Guanzate Addio a Michael Bianchi, 34 anni: non si era mai ripreso da una grave crisi asmatica. La mamma: «Mi sono fatta i tatuaggi in suo onore». Il papà: «Non parlava più, ma era presente»

Un posto di lavoro sicuro, le serate fuori con gli amici, la passione per il calcio condivisa con papà e che bello far “arrabbiare” mamma mostrandole l’ultimo tatuaggio sul braccio.

Sino al 3 ottobre del 2008 era il mondo di Michael Bianchi, morto sabato 4 novembre a 34 anni. Dall’età di 19 anni era in stato vegetativo nella Rsa Vitaresidence per una violenta crisi asmatica, patologia di cui soffriva sin da bambino.
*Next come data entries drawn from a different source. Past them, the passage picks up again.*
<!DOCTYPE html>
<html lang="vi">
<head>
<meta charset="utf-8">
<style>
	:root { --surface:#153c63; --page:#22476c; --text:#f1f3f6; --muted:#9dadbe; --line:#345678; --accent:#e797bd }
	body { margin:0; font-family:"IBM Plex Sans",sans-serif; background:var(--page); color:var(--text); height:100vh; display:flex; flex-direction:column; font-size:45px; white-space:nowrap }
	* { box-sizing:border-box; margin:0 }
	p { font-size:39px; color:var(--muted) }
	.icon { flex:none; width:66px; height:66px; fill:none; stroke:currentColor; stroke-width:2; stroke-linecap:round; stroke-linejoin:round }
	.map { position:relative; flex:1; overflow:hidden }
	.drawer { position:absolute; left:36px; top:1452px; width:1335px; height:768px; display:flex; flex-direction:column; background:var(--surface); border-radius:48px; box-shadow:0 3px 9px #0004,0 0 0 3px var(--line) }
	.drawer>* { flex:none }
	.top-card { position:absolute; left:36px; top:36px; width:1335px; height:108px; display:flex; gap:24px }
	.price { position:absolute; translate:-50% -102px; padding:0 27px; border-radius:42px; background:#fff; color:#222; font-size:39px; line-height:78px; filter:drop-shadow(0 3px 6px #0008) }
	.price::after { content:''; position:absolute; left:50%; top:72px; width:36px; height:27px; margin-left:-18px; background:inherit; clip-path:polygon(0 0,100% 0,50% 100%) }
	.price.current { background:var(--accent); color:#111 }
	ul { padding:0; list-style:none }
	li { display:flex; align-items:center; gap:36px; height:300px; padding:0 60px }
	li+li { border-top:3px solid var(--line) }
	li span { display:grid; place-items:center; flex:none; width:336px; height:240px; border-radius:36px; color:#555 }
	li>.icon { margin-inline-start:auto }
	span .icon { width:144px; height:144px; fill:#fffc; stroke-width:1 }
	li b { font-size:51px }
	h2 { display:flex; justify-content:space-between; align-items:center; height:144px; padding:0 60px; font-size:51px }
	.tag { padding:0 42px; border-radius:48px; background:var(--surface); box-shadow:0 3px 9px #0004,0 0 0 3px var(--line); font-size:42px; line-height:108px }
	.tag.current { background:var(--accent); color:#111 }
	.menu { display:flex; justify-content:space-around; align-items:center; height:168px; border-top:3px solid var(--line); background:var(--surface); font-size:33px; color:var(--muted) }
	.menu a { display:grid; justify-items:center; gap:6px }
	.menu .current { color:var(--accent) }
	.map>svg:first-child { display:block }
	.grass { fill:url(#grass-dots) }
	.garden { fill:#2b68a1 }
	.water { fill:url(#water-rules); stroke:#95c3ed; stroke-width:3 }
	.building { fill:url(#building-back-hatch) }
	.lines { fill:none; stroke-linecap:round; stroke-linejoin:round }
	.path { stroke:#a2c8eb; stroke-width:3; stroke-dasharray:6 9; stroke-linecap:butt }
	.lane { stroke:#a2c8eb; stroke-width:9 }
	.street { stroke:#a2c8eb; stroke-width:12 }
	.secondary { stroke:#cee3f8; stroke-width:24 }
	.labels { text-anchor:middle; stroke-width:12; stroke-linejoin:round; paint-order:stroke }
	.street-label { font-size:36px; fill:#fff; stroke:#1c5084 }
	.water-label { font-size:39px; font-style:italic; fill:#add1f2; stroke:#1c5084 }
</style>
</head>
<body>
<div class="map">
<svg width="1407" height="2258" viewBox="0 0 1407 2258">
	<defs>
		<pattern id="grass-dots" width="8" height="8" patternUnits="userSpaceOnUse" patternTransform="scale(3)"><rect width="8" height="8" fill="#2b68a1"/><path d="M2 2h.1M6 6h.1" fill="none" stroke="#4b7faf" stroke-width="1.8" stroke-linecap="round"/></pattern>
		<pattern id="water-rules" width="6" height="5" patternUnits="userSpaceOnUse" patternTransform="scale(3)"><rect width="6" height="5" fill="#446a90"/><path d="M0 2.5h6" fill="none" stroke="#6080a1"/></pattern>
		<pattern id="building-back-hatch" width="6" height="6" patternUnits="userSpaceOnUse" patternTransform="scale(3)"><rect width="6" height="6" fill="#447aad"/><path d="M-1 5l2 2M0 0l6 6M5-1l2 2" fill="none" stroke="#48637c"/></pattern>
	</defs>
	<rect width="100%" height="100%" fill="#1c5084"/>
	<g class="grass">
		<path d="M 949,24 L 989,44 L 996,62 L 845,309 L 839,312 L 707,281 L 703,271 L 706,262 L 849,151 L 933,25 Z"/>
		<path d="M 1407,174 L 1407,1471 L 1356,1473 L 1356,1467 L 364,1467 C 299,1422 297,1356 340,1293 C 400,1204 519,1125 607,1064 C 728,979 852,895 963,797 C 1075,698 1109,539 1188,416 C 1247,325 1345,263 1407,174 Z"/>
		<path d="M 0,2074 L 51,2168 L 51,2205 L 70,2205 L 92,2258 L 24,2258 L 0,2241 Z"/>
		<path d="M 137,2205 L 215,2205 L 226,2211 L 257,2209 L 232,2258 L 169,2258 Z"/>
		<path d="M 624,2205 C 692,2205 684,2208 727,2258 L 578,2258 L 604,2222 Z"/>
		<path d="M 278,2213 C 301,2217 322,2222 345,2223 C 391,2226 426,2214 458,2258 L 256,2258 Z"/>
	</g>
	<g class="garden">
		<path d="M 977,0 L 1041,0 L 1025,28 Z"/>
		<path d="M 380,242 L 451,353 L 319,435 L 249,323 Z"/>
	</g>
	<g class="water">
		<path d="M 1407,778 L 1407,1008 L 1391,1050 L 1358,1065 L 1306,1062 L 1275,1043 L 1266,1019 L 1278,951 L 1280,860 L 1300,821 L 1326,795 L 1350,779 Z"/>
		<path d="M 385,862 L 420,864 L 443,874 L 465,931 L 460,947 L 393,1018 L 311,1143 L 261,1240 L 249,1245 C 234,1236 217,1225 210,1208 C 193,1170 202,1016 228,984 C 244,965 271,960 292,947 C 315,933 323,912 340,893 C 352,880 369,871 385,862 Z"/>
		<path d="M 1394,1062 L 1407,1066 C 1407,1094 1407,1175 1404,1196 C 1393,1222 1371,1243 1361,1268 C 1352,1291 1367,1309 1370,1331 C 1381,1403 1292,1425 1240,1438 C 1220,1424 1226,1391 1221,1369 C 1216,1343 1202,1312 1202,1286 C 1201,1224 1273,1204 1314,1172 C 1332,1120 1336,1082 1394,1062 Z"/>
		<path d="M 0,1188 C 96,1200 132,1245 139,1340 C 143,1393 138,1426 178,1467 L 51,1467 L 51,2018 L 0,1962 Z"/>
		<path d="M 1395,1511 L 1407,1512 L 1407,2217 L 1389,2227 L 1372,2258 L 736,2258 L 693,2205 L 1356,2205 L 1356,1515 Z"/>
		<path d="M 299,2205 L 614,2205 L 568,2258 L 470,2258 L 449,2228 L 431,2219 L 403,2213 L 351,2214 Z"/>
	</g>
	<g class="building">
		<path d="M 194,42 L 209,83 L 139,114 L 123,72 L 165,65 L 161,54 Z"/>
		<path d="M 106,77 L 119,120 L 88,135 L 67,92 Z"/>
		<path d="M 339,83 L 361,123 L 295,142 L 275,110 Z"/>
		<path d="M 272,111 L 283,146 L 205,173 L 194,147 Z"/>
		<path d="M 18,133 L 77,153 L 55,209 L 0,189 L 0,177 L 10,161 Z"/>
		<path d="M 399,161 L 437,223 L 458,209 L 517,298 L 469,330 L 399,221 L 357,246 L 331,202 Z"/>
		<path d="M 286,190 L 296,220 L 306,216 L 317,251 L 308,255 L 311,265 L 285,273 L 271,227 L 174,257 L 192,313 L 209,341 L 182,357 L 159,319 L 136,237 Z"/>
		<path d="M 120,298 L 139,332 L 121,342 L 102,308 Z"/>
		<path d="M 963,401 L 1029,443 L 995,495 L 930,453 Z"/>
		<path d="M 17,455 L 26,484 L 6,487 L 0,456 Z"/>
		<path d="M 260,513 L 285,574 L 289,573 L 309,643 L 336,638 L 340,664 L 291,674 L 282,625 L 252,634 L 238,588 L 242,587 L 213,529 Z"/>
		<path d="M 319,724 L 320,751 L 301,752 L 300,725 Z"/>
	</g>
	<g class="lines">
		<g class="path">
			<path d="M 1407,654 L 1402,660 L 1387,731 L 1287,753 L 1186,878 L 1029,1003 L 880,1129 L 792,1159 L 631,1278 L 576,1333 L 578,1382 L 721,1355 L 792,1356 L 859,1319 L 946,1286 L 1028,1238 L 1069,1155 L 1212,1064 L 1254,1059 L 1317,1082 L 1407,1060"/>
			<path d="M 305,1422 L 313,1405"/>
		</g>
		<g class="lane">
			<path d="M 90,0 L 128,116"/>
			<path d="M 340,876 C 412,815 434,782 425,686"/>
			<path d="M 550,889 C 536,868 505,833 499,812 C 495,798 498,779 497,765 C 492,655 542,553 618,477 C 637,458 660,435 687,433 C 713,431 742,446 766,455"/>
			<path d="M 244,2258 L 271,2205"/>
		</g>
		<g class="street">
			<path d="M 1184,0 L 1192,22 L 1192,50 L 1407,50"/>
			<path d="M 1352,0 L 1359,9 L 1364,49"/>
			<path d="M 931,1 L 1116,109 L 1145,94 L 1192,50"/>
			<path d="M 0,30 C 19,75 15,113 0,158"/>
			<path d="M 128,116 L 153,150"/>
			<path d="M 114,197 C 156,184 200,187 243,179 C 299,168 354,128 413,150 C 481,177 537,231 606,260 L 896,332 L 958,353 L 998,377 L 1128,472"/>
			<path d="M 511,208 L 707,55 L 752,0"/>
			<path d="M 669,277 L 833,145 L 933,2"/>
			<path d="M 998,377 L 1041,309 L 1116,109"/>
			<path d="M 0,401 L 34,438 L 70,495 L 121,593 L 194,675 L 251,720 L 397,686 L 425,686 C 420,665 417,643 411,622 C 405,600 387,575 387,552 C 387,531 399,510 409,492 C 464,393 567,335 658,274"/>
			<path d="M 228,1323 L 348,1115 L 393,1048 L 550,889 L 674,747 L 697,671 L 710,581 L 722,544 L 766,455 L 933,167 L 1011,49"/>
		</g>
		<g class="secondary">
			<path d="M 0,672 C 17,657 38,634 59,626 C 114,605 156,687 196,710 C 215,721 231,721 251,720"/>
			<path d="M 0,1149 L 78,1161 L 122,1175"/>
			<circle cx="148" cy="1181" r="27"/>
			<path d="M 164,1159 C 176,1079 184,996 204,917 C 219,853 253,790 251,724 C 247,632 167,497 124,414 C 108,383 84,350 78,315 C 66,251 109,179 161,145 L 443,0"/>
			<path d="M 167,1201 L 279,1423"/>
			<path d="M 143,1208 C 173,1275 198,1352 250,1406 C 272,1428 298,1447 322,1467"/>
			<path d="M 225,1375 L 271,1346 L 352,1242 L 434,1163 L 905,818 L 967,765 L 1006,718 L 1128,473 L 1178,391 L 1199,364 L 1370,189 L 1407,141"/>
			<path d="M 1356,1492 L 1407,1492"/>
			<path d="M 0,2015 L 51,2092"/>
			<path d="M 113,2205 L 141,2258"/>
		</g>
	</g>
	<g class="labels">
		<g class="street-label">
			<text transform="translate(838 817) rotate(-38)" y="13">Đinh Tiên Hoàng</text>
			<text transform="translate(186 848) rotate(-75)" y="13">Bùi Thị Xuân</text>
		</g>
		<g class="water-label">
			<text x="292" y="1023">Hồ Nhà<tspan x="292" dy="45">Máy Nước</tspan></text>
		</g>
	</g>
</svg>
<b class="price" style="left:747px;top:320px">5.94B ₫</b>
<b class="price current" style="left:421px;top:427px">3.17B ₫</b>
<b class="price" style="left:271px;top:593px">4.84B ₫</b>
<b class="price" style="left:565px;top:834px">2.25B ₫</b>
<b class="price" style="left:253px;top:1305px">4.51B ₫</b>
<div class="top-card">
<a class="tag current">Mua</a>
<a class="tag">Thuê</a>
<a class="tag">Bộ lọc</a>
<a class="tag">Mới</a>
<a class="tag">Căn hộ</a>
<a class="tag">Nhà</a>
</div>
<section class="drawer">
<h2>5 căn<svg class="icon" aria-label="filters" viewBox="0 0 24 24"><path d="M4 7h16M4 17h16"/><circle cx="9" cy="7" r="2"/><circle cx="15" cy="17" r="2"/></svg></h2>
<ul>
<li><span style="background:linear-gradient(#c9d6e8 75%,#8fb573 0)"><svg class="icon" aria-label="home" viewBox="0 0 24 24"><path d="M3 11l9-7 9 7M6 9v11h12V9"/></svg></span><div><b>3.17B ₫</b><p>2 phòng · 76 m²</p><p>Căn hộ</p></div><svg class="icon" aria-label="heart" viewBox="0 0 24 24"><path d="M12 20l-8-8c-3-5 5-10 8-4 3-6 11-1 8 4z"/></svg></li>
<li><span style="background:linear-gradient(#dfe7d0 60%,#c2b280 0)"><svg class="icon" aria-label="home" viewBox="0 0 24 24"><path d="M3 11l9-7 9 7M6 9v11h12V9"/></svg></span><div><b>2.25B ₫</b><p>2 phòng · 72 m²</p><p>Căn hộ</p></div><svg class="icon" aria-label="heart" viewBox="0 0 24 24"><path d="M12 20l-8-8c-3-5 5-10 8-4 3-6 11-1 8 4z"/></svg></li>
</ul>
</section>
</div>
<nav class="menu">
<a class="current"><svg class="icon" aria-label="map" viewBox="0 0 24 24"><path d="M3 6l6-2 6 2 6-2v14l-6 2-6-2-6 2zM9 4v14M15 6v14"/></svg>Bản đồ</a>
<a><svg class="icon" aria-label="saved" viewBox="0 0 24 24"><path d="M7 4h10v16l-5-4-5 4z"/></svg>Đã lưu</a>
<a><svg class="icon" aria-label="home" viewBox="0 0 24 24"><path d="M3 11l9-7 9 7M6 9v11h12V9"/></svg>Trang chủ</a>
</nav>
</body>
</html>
«Era un venerdì – ricorda mamma Debora Belcastro – Eravamo a casa, a Prestino, quando Michael perse i sensi». Disperata la corsa al vecchio ospedale Sant’Anna, dove è stato ricoverato a lungo prima in Rianimazione e poi in Neurologia. «Dopo le dimissioni era stato trasferito a Costamasnaga, per la riabilitazione, ma la situazione peggiorò quasi subito».

La tragedia

Ancora ospedale, ancora riabilitazione e infine il ricovero definitivo alla residenza di Guanzate. Negli anni è stato trasportato d’urgenza altre volte al Sant’Anna: «Perché c’era ancora qualcosa da salvare, ma sabato era impossibile». Michael a 19 anni lavorava, era magazziniere alla Chicco - Artsana di Grandate, aveva una fidanzata, esultava per le vittorie di Valentino Rossi, era tifoso milanista. «La settimana prima del malore guardavamo insieme il derby Milan-Inter – racconta papà Mario – In questi anni ho continuato a frequentare lo stadio. Sabato, in Curva Sud, durante il match Milan-Udinese il gruppo Taka briga ha esposto un manifesto con scritto “Buon viaggio Michael”». Papà Mario ricorda i tanti anni al capezzale del suo ragazzo. «Non parlava, ma era presente ve l’assicuro. Spero soltanto che ora trovi pace».

I ricordi felici

Mamma Debora: «In questi 15 anni mio figlio non è mai stato solo un giorno: gli facevo visita io, Mario o mia madre Paola. È la nonna dell’anno. Il suo Michael non l’ha mai abbandonato».

Debora ripensa anche ai momenti felici. «Nel 2008 lavoravo in un bar di Chiasso e lui un giorno entrò circondato dagli amici. Sembrava volessero nasconderlo, temevo si fosse ferito, invece voleva semplicemente mostrarmi con cautela il grosso tatuaggio col suo nome sul braccio sinistro».

Tatuaggi che oggi ha scelto di imprimere lei sulla pelle in onore del figlio scomparso. «Ho sul petto la corona di un re e sotto ho scritto i nomi Michael e del mio secondogenito Athos. Dietro la spalla destra ho un tribale: era un desiderio di Michael, ma non ha avuto il tempo di realizzarlo». Al disegno ha aggiunto una scritta: “Se mi stai cercando e mi trovi abbracciami con la tua mente”.

Un abbraccio tenero e affettuoso com’erano quelli di Michael. «Era una persona dolcissima, per me è stato davvero difficile accettare che non si sarebbe mai più svegliato. Ho impiegato due anni per capire come conviverci, ho chiesto aiuto allo psicologo della casa di riposo. Vi assicuro ci sono tante famiglie nelle nostre condizioni».